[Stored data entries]
============================================================

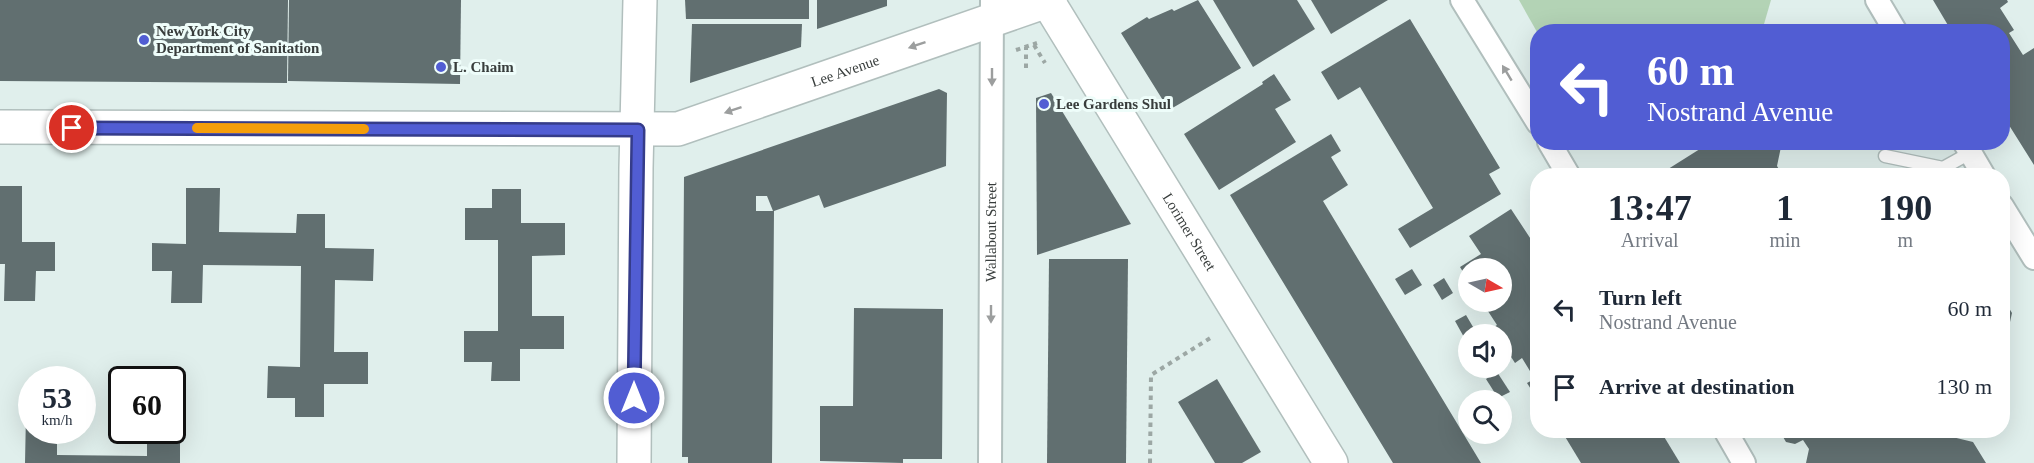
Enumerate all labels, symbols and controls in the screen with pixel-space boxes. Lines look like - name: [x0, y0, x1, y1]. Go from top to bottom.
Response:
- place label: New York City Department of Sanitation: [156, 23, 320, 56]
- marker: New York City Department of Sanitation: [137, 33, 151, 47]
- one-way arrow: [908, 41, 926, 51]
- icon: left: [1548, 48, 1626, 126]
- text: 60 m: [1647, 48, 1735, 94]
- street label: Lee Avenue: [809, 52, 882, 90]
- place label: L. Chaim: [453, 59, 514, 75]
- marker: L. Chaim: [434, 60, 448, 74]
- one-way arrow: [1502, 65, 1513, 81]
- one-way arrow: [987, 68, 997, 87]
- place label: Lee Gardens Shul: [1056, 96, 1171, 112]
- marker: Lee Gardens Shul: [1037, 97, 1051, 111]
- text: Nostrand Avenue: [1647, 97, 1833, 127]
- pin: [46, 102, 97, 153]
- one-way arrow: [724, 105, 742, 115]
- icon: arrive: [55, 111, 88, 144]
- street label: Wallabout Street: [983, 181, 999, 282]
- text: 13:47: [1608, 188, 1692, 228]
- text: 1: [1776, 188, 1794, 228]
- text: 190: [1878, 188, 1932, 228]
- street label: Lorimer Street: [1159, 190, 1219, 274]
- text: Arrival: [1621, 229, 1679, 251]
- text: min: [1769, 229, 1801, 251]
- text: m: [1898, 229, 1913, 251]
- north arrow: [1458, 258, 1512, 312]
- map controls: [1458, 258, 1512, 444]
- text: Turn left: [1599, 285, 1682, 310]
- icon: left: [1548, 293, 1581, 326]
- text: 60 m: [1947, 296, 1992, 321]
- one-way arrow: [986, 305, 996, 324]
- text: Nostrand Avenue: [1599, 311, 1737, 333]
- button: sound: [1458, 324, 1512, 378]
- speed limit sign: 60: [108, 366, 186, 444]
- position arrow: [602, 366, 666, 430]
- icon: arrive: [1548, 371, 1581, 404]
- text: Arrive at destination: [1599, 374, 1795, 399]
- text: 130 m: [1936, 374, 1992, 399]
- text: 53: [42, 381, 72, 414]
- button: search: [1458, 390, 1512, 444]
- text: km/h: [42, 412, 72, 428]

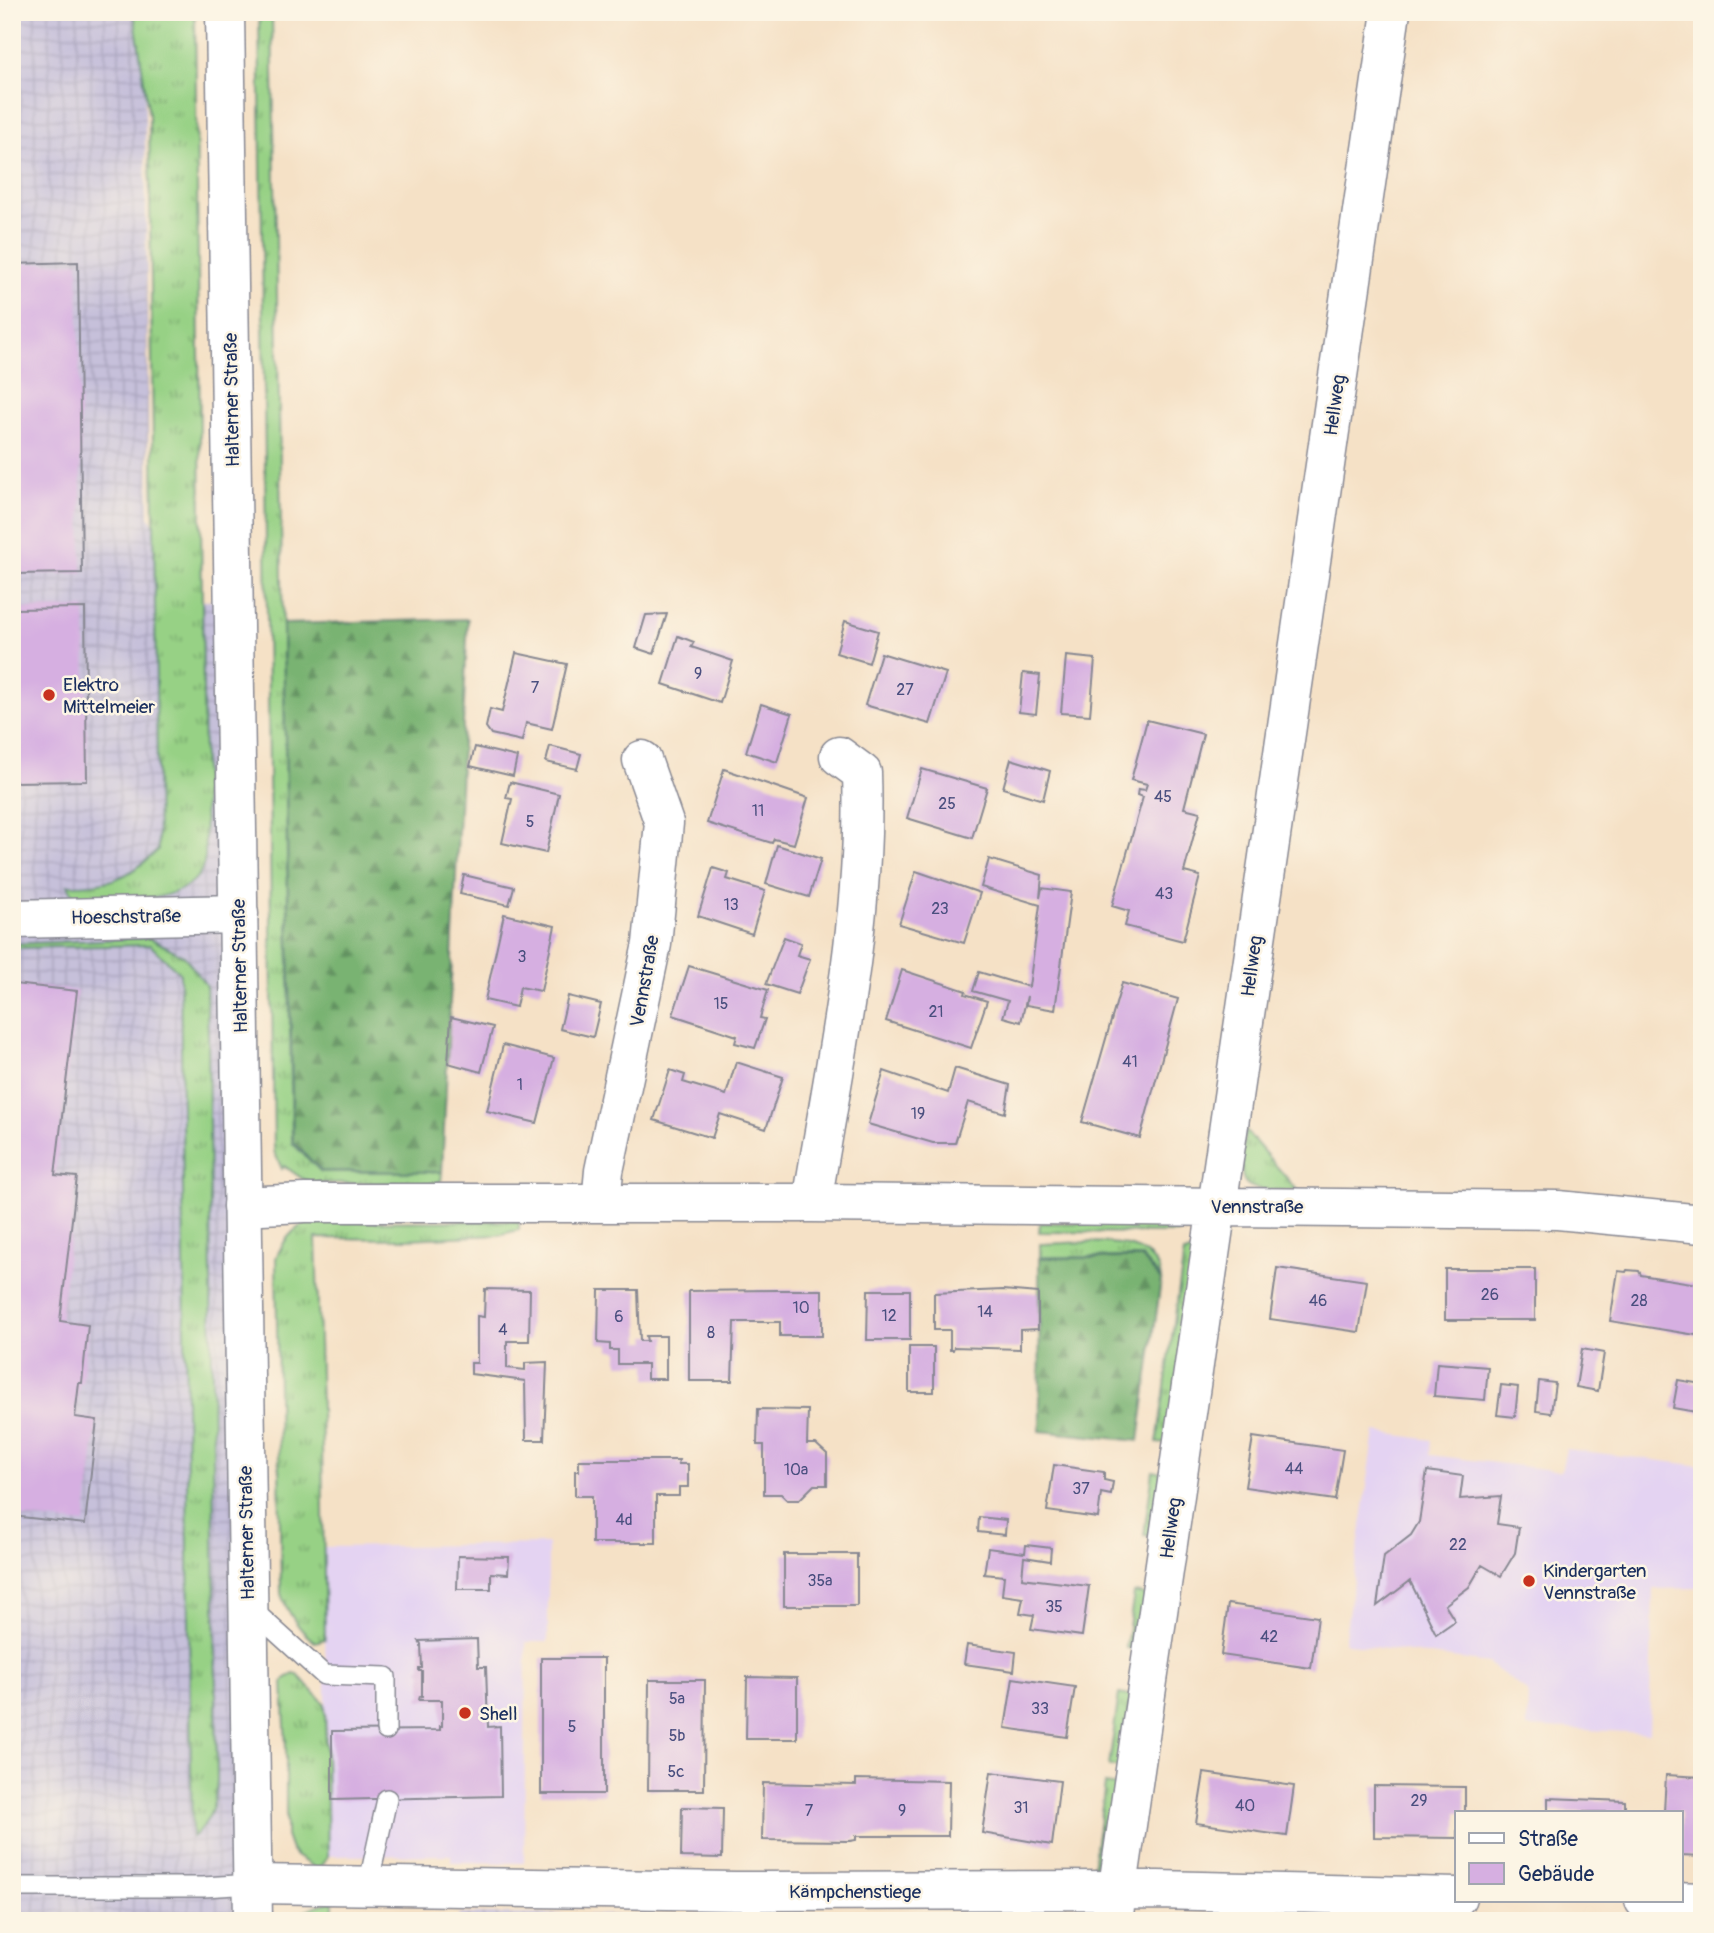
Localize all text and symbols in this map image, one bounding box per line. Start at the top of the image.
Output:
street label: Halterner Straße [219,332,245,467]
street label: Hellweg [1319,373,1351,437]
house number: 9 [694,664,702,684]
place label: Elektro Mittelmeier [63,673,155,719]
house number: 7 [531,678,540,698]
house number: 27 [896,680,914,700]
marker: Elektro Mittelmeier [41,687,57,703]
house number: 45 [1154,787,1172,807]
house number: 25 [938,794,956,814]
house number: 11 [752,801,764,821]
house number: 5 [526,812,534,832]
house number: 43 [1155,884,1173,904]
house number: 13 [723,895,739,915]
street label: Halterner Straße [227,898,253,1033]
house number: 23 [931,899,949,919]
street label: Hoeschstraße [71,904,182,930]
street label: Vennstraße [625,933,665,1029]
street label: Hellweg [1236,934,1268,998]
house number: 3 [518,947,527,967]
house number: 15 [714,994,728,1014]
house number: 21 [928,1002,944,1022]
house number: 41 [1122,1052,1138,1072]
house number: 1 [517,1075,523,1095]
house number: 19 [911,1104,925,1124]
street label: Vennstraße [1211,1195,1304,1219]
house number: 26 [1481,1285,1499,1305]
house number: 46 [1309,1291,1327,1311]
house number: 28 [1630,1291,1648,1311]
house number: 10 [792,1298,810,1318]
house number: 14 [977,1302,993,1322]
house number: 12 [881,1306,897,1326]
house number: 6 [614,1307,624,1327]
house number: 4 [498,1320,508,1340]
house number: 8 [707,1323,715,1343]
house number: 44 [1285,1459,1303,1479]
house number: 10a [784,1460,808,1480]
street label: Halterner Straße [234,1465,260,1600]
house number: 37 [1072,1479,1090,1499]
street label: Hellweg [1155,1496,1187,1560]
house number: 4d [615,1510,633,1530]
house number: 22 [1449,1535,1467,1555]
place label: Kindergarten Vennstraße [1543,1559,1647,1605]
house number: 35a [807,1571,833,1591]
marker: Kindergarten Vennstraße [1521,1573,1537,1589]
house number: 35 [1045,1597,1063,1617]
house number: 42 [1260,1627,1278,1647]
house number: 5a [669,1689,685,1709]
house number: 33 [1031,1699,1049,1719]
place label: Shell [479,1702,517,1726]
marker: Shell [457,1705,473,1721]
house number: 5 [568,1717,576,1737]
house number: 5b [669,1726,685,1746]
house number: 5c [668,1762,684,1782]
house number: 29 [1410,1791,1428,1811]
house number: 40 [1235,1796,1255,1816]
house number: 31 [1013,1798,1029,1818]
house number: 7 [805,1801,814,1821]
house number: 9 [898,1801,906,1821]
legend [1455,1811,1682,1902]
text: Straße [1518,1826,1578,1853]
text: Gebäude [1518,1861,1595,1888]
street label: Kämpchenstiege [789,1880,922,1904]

============================================================

Above are the records; copy every line in them that holds the word "Elektro".

place label: Elektro Mittelmeier [63,673,155,719]
marker: Elektro Mittelmeier [41,687,57,703]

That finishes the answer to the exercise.